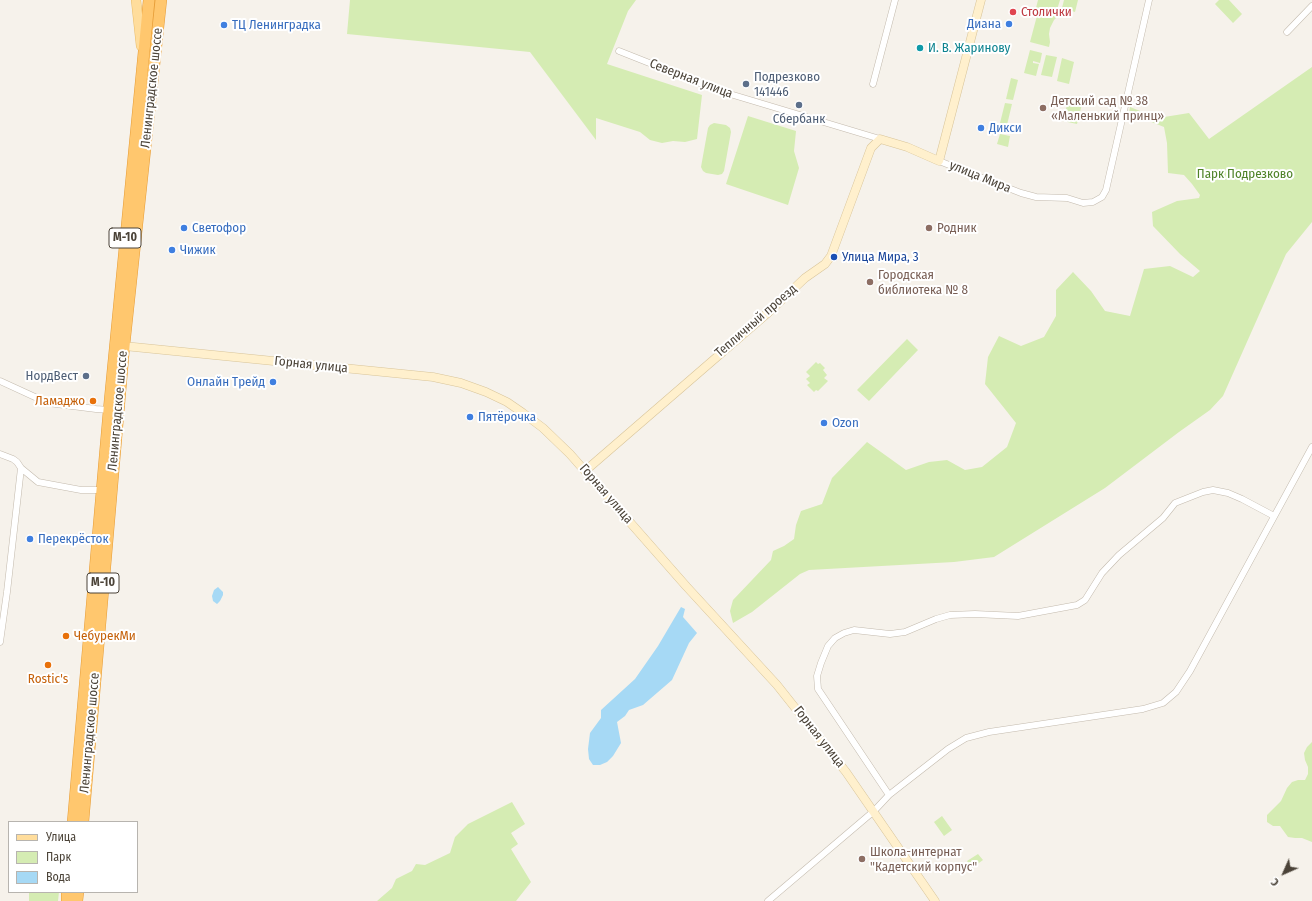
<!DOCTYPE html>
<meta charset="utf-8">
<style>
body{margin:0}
#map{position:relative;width:1312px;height:901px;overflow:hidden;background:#f6f2eb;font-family:"Fira Sans Condensed",sans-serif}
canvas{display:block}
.legend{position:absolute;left:8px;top:821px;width:130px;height:72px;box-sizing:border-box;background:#fff;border:1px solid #b7b4af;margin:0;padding:5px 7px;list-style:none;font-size:12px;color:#4b4338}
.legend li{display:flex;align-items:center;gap:8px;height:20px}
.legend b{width:20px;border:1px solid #b7b4af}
.north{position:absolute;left:1264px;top:853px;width:40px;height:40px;-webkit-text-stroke:3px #fff;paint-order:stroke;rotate:225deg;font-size:11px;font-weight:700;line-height:16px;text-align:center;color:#4b4338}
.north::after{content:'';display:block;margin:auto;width:14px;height:18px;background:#4b4338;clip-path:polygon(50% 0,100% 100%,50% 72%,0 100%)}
</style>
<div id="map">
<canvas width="1312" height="901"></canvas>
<ul class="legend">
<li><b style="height:5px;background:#ffdd9c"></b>Улица</li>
<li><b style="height:11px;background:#d5ecb3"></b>Парк</li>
<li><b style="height:11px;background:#a6d9f5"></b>Вода</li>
</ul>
<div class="north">С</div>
</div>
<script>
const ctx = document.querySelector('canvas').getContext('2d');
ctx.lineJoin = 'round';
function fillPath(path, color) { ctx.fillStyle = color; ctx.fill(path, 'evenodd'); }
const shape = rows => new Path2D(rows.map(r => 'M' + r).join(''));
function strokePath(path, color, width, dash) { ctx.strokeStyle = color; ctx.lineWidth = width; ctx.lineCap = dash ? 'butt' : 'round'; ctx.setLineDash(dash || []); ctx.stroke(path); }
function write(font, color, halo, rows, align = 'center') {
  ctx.font = font + ' "Fira Sans Condensed",sans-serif'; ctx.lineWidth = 4; ctx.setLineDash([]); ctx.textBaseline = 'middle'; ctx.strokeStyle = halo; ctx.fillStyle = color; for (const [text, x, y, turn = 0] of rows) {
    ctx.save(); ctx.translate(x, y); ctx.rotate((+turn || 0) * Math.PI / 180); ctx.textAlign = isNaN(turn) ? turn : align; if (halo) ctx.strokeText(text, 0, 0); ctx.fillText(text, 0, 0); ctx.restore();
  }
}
const green = shape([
 [350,0,636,0,628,11,607,64,702,95,697,139,685,142,673,141,662,143,650,140,640,132,596,118,596,140,530,52,347,34],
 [1038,0,1060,0,1056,13,1036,8],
 [1064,0,1078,0,1075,12,1062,8],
 [1219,0,1229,0,1242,14,1233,23,1215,4],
 [1038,12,1057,17,1054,20,1050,28,1049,34,1050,42,1049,47,1030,42],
 [1030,50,1042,53,1040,63,1033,61,1033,63,1039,64,1036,76,1024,73],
 [1046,55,1057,57,1052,77,1041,75],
 [1062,58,1074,62,1069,84,1057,81],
 [1312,67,1312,222,1286,254,1223,396,1210,410,1179,432,1105,488,994,557,954,562,809,570,800,574,752,612,733,623,730,611,733,600,771,560,773,551,784,546,794,539,796,525,801,511,822,504,832,478,867,442,906,470,929,462,947,460,965,470,982,467,1007,447,1016,423,985,384,988,357,999,336,1021,346,1044,337,1056,316,1056,290,1073,272,1091,291,1105,311,1130,316,1144,269,1170,266,1193,277,1200,271,1180,254,1153,226,1152,212,1177,201,1199,198,1200,195,1192,184,1184,175,1168,173,1167,143,1164,127,1129,113,1130,107,1158,118,1189,113,1209,139],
 [1011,78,1018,80,1013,100,1006,99],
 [1068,101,1082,104,1077,124,1063,121],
 [1005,103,1012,104,1007,125,1000,123],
 [748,116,796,131,794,151,799,168,788,205,726,184],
 [714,123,726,125,730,128,731,132,724,171,722,174,718,175,706,173,703,171,701,167,708,128,710,125],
 [1000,134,1010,136,1008,147,997,144],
 [907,339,918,350,869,401,857,390],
 [816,362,818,364,820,363,825,368,823,370,827,375,824,378,828,381,818,391,816,390,814,392,807,385,810,383,806,379,810,376,806,372],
 [1312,742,1312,842,1302,838,1295,838,1288,837,1280,826,1273,826,1267,822,1267,815,1281,801,1287,788,1292,782,1298,780,1305,780,1308,774,1308,767,1305,760,1304,753,1307,747],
 [512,802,525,824,511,833,518,844,511,849,531,882,516,901,377,901,392,888,396,879,412,871,416,864,425,865,450,853,455,837,468,824],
 [942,816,952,830,944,836,934,822],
 [978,854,983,860,972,868,967,861],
 [29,892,59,892,58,901,29,901]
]);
const water = shape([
 [218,587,223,592,223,595,220,601,217,604,213,601,212,596,214,590],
 [681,607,685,609,683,617,697,633,689,643,672,680,643,705,629,710,625,716,617,722,621,743,613,756,607,762,600,765,593,765,589,759,588,749,590,733,601,718,601,710,635,679,658,646]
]);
const street = shape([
 [1287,32,1312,6],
 [619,51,720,91,880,139],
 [873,84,895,0],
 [939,161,1021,193,1036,197,1067,198,1083,203,1093,202,1102,197,1106,190,1149,0],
 [0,381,48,403,96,409,109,410],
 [0,454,13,459,17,462,21,468,7,592,0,642],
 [21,468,38,482,81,490,102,490],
 [889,795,818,689,817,676,821,663,828,646,835,638,844,633,854,630,890,634,905,632,936,619,950,615,975,614,1018,616,1077,605,1085,600,1102,573,1119,555,1163,518,1175,503,1203,492,1213,490,1228,493,1242,499,1274,516],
 [768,901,874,811,889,795,948,749,966,738,989,732,1143,709,1163,703,1176,692,1190,671,1312,447]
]);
const secondary = shape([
 [124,346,433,377,461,383,486,392,507,402,523,413,543,428,570,454,686,586,777,685,846,772,935,901],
 [585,471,770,311,805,278,825,264,831,256,871,148,880,139,907,147,939,161,981,0]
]);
const primary = shape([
 [136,0,141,46]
]);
const highway = shape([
 [73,822,109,410,149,0],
 [83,822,124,346,161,0],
 [67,901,67,892],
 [77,901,78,892]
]);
const markers = [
 [1013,12,4,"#e0444e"],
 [1009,24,4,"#3f7fe0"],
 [224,25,4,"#3f7fe0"],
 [920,48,4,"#0f9aa8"],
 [746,84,4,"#5c6f8a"],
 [799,105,4,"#5c6f8a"],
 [1043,108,4,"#8d6e63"],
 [981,128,4,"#3f7fe0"],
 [184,228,4,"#3f7fe0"],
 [929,228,4,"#8d6e63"],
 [172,250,4,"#3f7fe0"],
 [834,257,4,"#1a4fb4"],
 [870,282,4,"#8d6e63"],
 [86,376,4,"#5c6f8a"],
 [273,382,4,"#3f7fe0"],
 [93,401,4,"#e8710a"],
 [470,417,4,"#3f7fe0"],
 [824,423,4,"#3f7fe0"],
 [30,539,4,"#3f7fe0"],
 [66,636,4,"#e8710a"],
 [48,665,4,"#e8710a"],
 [862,859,4,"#8d6e63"]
];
const shields = [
 [125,238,32],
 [103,583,32]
];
const shieldNames = [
 ["М-10",125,238],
 ["М-10",103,583]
];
const healthNames = [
 ["Столички",1021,12]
];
const shopNames = [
 ["Диана",1001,24,"right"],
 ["ТЦ Ленинградка",232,25],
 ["Дикси",989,128],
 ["Светофор",192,228],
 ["Чижик",180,250],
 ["Онлайн Трейд",265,382,"right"],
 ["Пятёрочка",478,417],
 ["Ozon",832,423],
 ["Перекрёсток",38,539]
];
const cultureNames = [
 ["И. В. Жаринову",928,48]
];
const serviceNames = [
 ["Подрезково",754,77],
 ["141446",754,92],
 ["Сбербанк",799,119,"center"],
 ["НордВест",78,376,"right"]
];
const streetNames = [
 ["Северная улица",691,79,21],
 ["Ленинградское шоссе",152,88,-84],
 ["улица Мира",980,177,22],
 ["Тепличный проезд",756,321,-41],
 ["Горная улица",311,365,6],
 ["Ленинградское шоссе",118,411,-85],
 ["Горная улица",606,494,49],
 ["Ленинградское шоссе",90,733,-85],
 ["Горная улица",819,737,52]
];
const educationNames = [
 ["Детский сад № 38",1051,101],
 ["«Маленький принц»",1051,116],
 ["Родник",937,228],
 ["Городская",878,275],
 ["библиотека № 8",878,290],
 ["Школа-интернат",870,852],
 ["\"Кадетский корпус\"",870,867]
];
const parkNames = [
 ["Парк Подрезково",1245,174]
];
const transitNames = [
 ["Улица Мира, 3",842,257]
];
const foodNames = [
 ["Ламаджо",85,401],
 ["ЧебурекМи",74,636,"left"],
 ["Rostic's",48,679,"center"]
];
fillPath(green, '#d5ecb3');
fillPath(water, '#a6d9f5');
strokePath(street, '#c3baad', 7);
strokePath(secondary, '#d8c499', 9);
strokePath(primary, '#eabb65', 10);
strokePath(highway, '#e69c36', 12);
strokePath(street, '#fff', 6);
strokePath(secondary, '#fff0cd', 8);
strokePath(primary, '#ffdd9c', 9);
strokePath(highway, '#ffc76e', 11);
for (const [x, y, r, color] of markers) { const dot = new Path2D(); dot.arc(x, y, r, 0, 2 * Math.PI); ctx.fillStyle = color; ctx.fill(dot); strokePath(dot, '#fff', 1.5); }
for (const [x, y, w] of shields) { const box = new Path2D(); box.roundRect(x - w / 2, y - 10, w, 20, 3); ctx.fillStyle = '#fff'; ctx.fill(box); strokePath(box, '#4b4338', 1); }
write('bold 12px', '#4b4338', null, shieldNames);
write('13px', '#be3a42', '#fff', healthNames, 'left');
write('13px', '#366cbe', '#fff', shopNames, 'left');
write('13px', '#0d838f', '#fff', cultureNames, 'left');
write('13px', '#4e5e75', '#fff', serviceNames, 'left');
write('13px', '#4b4338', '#fff', streetNames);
write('13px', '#785e54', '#fff', educationNames, 'left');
write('13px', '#4e8227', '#fff', parkNames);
write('13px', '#164399', '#fff', transitNames, 'left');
write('13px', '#c56008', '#fff', foodNames, 'right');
</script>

++++++

### Exercise description
Looking at the listing above, count the lines that contain "setLineDash" and give nothing but the number.

### Response
2